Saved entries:
-- -- --
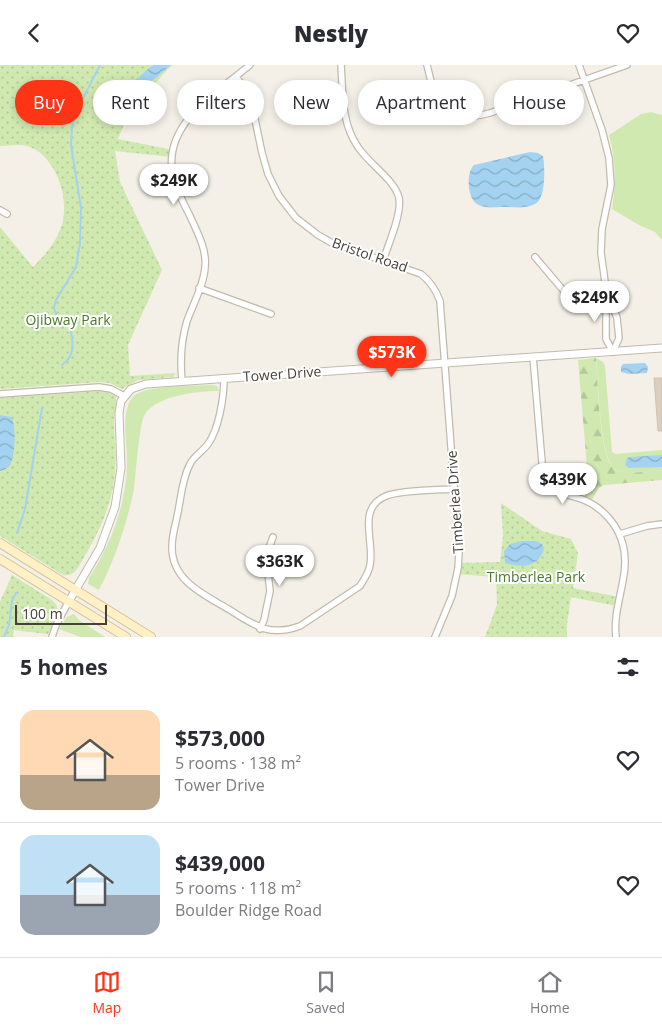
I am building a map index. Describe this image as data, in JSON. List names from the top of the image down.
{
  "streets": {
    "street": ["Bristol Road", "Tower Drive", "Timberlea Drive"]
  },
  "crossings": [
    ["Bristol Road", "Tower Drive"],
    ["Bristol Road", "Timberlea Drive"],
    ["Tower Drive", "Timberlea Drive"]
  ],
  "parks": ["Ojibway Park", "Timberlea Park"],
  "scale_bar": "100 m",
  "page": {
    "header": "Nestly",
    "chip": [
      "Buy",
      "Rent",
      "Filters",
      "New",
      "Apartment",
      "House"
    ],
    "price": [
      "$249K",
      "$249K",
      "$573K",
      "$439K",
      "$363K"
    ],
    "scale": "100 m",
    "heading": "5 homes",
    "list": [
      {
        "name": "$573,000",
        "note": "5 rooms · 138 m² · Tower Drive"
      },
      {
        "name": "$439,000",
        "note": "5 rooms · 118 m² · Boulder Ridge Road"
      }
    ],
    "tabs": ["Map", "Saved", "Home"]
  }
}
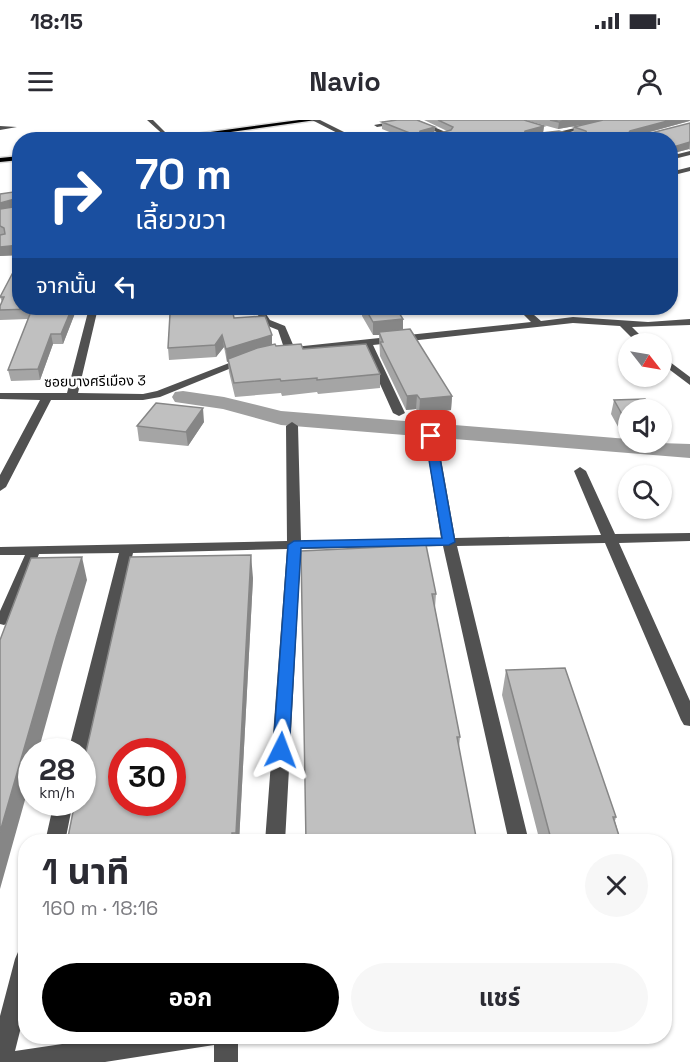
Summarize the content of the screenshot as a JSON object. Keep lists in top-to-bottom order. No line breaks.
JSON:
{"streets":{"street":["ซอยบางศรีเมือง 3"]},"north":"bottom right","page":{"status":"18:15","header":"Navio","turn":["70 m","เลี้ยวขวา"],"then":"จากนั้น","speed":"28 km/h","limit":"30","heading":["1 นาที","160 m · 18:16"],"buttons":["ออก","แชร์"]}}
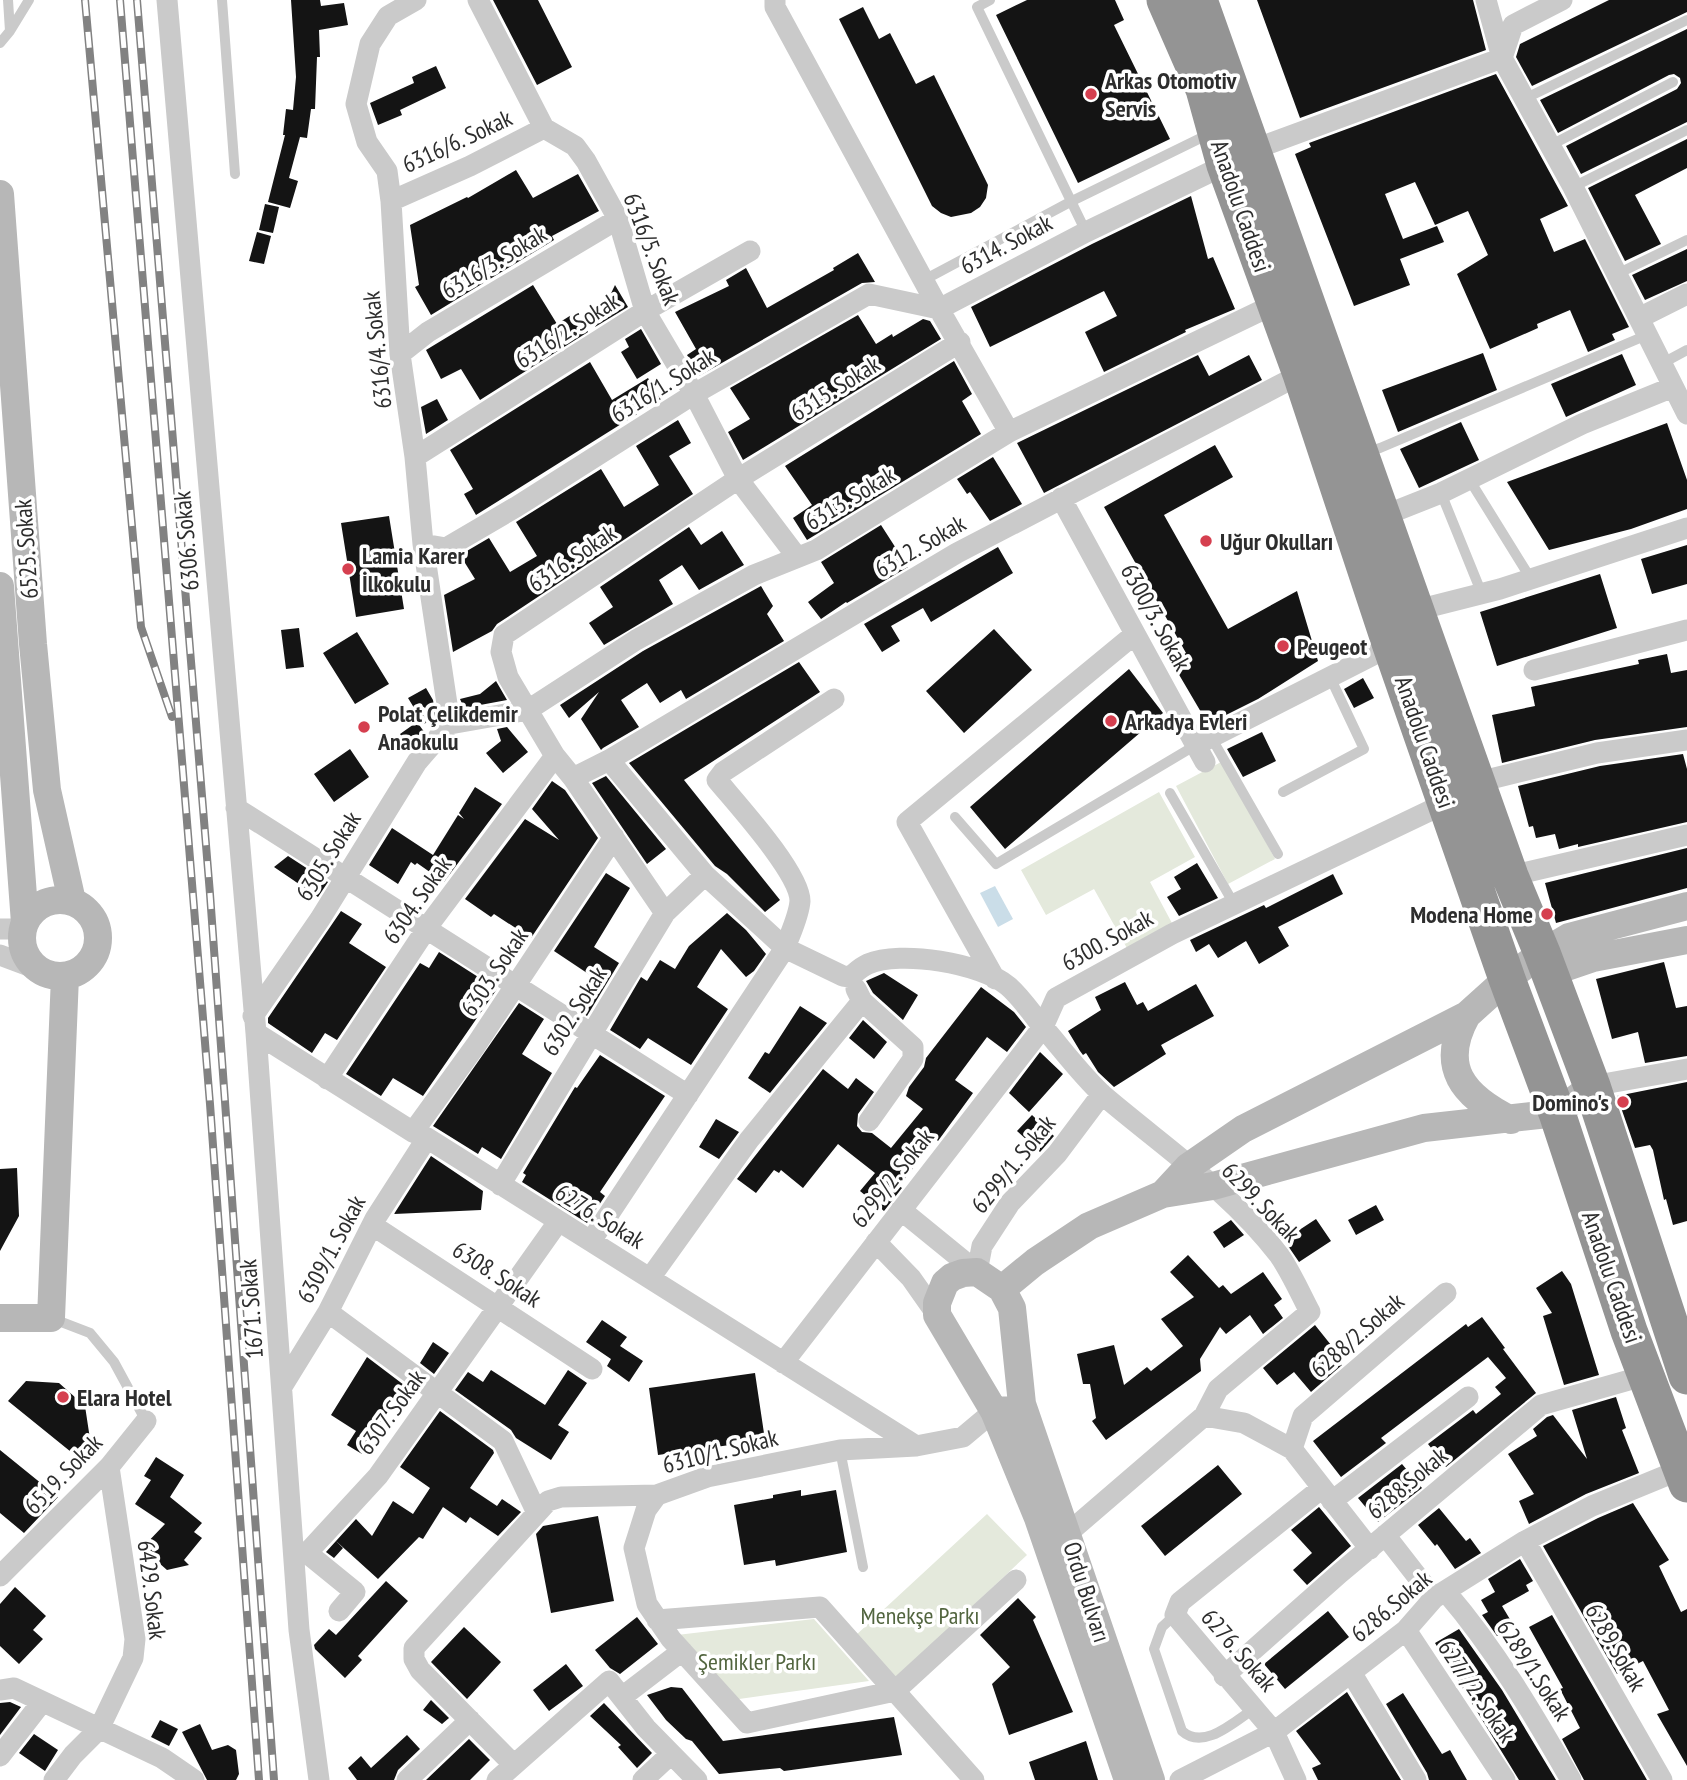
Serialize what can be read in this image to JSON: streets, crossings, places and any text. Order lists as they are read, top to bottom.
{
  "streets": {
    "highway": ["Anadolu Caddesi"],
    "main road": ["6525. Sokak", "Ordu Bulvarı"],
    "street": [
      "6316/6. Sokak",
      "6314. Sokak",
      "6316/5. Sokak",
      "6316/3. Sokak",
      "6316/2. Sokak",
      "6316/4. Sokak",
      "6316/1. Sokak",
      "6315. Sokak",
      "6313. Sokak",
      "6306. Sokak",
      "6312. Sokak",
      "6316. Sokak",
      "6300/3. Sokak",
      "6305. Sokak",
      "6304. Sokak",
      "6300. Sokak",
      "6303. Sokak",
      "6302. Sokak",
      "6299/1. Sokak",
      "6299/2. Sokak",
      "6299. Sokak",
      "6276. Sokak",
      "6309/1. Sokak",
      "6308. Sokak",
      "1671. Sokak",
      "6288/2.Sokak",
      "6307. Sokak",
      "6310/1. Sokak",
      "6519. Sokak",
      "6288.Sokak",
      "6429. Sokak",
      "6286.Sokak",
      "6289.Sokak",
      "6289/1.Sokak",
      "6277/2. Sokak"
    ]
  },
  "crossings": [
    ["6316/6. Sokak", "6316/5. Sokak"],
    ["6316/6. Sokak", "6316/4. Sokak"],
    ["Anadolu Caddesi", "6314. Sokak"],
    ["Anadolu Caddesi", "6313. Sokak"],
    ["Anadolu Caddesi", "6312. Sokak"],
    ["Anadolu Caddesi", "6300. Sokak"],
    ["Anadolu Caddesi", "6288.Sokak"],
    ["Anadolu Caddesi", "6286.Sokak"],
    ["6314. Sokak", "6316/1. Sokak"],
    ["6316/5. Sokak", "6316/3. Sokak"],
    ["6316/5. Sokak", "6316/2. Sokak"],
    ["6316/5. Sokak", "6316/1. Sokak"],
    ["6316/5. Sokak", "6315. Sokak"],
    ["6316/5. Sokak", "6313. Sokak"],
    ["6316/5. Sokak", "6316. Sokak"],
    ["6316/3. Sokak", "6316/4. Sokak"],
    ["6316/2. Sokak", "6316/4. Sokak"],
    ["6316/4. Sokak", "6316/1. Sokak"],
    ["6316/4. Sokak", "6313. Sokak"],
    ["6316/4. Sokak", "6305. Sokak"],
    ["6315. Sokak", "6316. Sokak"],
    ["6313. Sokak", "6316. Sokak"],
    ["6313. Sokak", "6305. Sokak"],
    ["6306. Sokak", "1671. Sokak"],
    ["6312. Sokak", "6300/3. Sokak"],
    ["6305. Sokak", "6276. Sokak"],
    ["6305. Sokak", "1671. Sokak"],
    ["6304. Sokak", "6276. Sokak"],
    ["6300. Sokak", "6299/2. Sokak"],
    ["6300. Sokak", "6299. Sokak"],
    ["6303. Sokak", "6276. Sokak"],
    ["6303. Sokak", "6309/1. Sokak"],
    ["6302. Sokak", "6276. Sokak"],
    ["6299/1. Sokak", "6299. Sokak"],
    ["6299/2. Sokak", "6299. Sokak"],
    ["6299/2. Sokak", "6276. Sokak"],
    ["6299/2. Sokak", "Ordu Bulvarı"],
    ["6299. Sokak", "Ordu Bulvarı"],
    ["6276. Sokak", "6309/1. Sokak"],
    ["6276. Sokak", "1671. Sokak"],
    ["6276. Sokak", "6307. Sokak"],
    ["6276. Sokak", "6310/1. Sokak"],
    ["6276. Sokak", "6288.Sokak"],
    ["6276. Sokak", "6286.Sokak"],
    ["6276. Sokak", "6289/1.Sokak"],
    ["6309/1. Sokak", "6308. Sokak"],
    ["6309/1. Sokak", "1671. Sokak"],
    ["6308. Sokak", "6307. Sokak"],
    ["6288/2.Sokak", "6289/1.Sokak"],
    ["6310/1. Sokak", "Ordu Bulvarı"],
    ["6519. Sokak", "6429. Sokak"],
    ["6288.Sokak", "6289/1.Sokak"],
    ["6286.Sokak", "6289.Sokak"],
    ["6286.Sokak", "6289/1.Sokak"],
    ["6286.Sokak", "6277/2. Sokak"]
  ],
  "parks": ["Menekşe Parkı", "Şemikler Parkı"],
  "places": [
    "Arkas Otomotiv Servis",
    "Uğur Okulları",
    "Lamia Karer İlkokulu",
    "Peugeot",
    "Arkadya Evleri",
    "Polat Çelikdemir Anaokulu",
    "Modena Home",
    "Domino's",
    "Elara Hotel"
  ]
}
-- -- --
What you are asked to do: Check each line above for "bottom" and return the ones that have it.

Your solution:
Summarize the content of the screenshot as a JSON object. Keep lists in top-to-bottom order. No line breaks.
{"streets":{"street":["ซอยบางศรีเมือง 3"]},"north":"bottom right","page":{"status":"18:15","header":"Navio","turn":["70 m","เลี้ยวขวา"],"then":"จากนั้น","speed":"28 km/h","limit":"30","heading":["1 นาที","160 m · 18:16"],"buttons":["ออก","แชร์"]}}
Serialize what can be read in this image to JSON: streets, crossings, places and any text. Order lists as they are read, top to bottom.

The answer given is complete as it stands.